PROBLEM: Extract only the lines from the start of the entries below to the line with "2px #633d44) drop-shadow(0", inclusive; omit every picture.

--- START ---

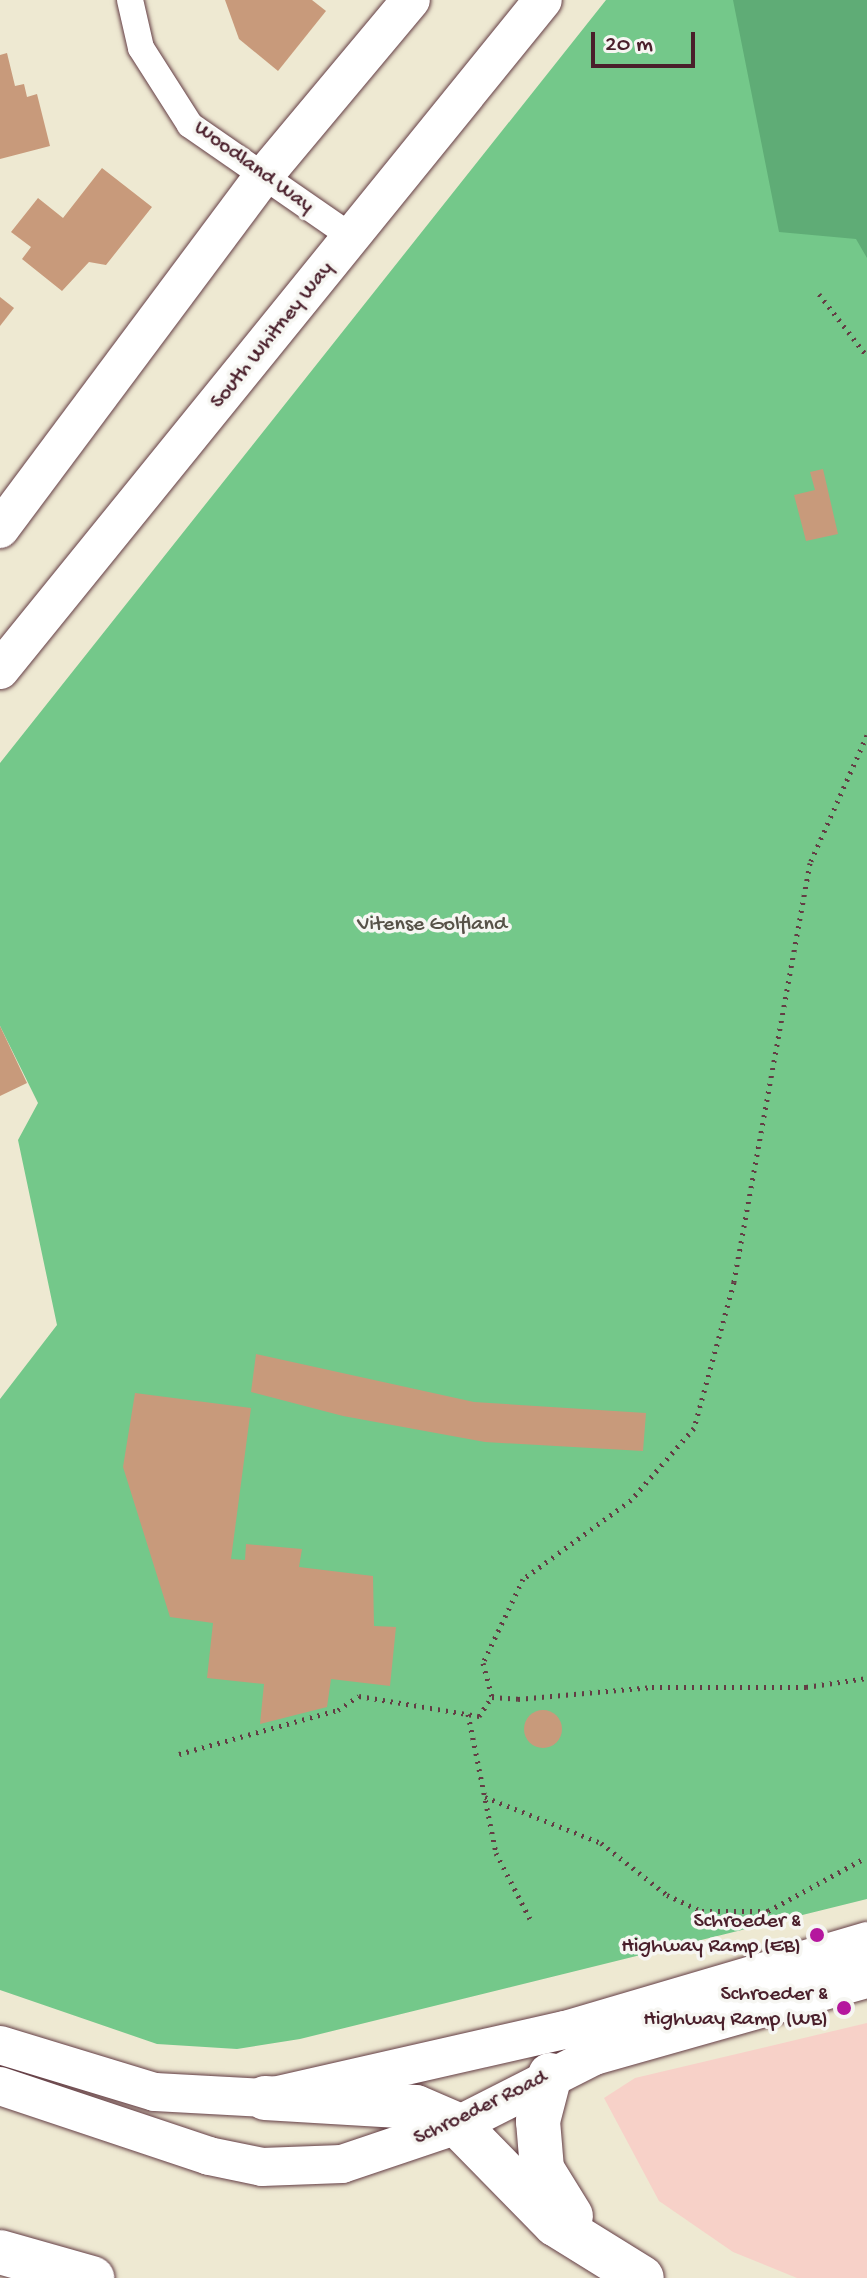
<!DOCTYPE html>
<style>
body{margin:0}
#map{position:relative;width:867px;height:2278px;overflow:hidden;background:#eee9d2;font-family:"Gochi Hand",sans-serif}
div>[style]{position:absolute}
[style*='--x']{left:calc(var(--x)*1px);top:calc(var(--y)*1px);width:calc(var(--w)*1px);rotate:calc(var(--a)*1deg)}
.built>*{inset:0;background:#f7d1c8}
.green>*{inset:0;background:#74c88a}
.forest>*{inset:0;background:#5fac76}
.building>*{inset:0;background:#c89a7b}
.round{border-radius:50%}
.path>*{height:5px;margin-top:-2.5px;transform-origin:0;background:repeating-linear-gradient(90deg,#633d44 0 2px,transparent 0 8px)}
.roads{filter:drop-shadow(0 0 2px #633d44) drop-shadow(0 0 2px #633d44)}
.street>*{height:26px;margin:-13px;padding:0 13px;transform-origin:13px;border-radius:13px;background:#fff}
.secondary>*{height:38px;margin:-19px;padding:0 19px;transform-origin:19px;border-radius:19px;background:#fff}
.highway>*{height:44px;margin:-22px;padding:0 22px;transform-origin:22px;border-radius:22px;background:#fff}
.dots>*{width:22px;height:22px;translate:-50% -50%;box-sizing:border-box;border:4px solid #f6f6f2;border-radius:50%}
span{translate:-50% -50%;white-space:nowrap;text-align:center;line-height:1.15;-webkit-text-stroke:7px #f6f6f2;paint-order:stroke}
.street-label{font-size:22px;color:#4a1f2b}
.park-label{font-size:22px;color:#575248}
.poi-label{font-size:22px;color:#4a1f2b}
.right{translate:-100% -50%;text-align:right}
.scale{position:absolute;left:591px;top:32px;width:104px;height:36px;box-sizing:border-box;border:4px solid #4a1f2b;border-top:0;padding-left:10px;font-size:24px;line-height:28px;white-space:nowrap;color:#4a1f2b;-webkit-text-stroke:6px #f6f6f2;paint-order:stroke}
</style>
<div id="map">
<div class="built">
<i style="clip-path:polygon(867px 2023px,867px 2278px,797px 2278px,733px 2252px,659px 2201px,604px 2098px,635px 2078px)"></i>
</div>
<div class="green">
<i style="clip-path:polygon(606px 0,867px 0,867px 1899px,300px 2039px,237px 2049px,157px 2044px,0 1990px,0 1399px,57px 1325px,18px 1140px,38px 1103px,0 1026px,0 763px)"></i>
</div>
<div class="forest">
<i style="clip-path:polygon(733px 0,867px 0,867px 258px,856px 239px,779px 232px)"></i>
</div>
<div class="building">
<i style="clip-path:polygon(225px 0,312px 0,326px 11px,278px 71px,239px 39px)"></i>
<i style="clip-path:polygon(7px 53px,15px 86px,24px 84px,27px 97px,37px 94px,50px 146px,0 159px,0 55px)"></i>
<i style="clip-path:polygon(102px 168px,152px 207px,106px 265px,89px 262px,62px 291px,22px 259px,31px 247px,11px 232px,38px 198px,63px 218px)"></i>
<i style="clip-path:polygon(0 297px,14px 308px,0 326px)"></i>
<i style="clip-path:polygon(823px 469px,838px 534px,806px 541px,794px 495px,815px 490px,810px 472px)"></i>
<i style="clip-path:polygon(0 1026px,27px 1083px,0 1096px)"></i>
<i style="clip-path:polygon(256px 1354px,474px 1402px,646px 1413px,643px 1451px,485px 1442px,343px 1416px,251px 1392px)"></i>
<i style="clip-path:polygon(135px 1393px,251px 1408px,231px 1559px,245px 1560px,246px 1544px,302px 1549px,299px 1567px,373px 1576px,374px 1626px,396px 1627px,390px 1686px,331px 1679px,327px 1707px,260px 1724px,264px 1684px,207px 1678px,213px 1623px,170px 1617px,123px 1467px)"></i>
<i class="round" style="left:524px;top:1710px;width:38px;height:38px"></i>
</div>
<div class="path">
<i style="--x:819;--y:294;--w:78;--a:52.3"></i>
<i style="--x:867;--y:735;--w:140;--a:114"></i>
<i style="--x:810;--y:863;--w:426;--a:100.3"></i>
<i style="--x:734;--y:1282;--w:151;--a:105.3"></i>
<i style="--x:694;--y:1428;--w:96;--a:131.2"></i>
<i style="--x:631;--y:1500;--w:134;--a:143.8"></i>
<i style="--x:523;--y:1579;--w:93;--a:115.5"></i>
<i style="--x:483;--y:1663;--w:35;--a:75"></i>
<i style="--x:492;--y:1697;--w:26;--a:4"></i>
<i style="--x:518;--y:1699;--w:135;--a:-5.1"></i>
<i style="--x:652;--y:1687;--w:154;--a:0"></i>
<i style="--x:806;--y:1687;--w:62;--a:-8.4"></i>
<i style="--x:468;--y:1714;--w:142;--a:78.6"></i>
<i style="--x:496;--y:1853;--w:74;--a:62.7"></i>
<i style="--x:179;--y:1754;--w:165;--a:-15.5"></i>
<i style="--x:338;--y:1710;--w:25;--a:-34"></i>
<i style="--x:359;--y:1696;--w:122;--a:9.5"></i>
<i style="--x:479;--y:1716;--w:23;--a:-56"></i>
<i style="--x:485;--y:1797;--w:125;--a:21.6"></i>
<i style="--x:601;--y:1843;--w:84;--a:38.2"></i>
<i style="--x:667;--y:1895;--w:38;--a:25"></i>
<i style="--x:702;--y:1911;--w:66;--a:0"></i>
<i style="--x:768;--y:1911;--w:111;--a:-28.7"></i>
</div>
<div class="roads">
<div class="street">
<i style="--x:130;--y:0;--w:49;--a:77.1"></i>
<i style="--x:141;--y:48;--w:91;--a:57.5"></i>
<i style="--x:190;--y:125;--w:197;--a:34.7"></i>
</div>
<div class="secondary">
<i style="--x:0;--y:529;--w:438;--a:-53.3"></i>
<i style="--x:262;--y:178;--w:232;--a:-50.1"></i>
<i style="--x:0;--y:670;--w:862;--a:-50.98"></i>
<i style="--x:0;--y:2045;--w:162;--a:16.9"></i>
<i style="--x:155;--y:2092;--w:110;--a:3.1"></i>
<i style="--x:265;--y:2098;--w:308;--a:-12.8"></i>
<i style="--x:565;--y:2030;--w:315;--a:-16.4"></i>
<i style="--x:0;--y:2086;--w:220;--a:18.5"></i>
<i style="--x:209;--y:2156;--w:54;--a:11.7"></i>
<i style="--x:262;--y:2167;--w:80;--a:-2.1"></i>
<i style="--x:342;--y:2164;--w:122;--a:-18.6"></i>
<i style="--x:458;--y:2125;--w:153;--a:-26.9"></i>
<i style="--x:594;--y:2056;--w:284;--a:-15.8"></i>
</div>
<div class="highway">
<i style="--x:550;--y:2075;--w:48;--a:104.6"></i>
<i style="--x:538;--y:2121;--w:48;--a:85.2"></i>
<i style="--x:542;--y:2169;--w:55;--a:58.3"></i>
<i style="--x:265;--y:2098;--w:151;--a:3.4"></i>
<i style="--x:416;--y:2107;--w:46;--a:23.2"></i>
<i style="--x:458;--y:2125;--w:139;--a:45.6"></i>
<i style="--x:555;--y:2224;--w:102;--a:31.8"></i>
<i style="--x:0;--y:2252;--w:96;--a:15.8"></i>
</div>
</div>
<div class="dots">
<i style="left:817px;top:1935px;background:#b5179e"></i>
<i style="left:844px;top:2008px;background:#b5179e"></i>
</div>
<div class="street-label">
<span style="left:253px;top:168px;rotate:36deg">Woodland Way</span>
<span style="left:273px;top:336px;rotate:-51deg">South Whitney Way</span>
<span style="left:481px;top:2109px;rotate:-26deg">Schroeder Road</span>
</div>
<div class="park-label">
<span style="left:432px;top:926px">Vitense Golfland</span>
</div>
<div class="poi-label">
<span class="right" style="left:801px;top:1935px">Schroeder &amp;<br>Highway Ramp (EB)</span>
<span class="right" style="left:828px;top:2008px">Schroeder &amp;<br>Highway Ramp (WB)</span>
</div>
<div class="scale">20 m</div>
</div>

--- END ---

OUTPUT OF THE TASK:
<!DOCTYPE html>
<style>
body{margin:0}
#map{position:relative;width:867px;height:2278px;overflow:hidden;background:#eee9d2;font-family:"Gochi Hand",sans-serif}
div>[style]{position:absolute}
[style*='--x']{left:calc(var(--x)*1px);top:calc(var(--y)*1px);width:calc(var(--w)*1px);rotate:calc(var(--a)*1deg)}
.built>*{inset:0;background:#f7d1c8}
.green>*{inset:0;background:#74c88a}
.forest>*{inset:0;background:#5fac76}
.building>*{inset:0;background:#c89a7b}
.round{border-radius:50%}
.path>*{height:5px;margin-top:-2.5px;transform-origin:0;background:repeating-linear-gradient(90deg,#633d44 0 2px,transparent 0 8px)}
.roads{filter:drop-shadow(0 0 2px #633d44) drop-shadow(0 0 2px #633d44)}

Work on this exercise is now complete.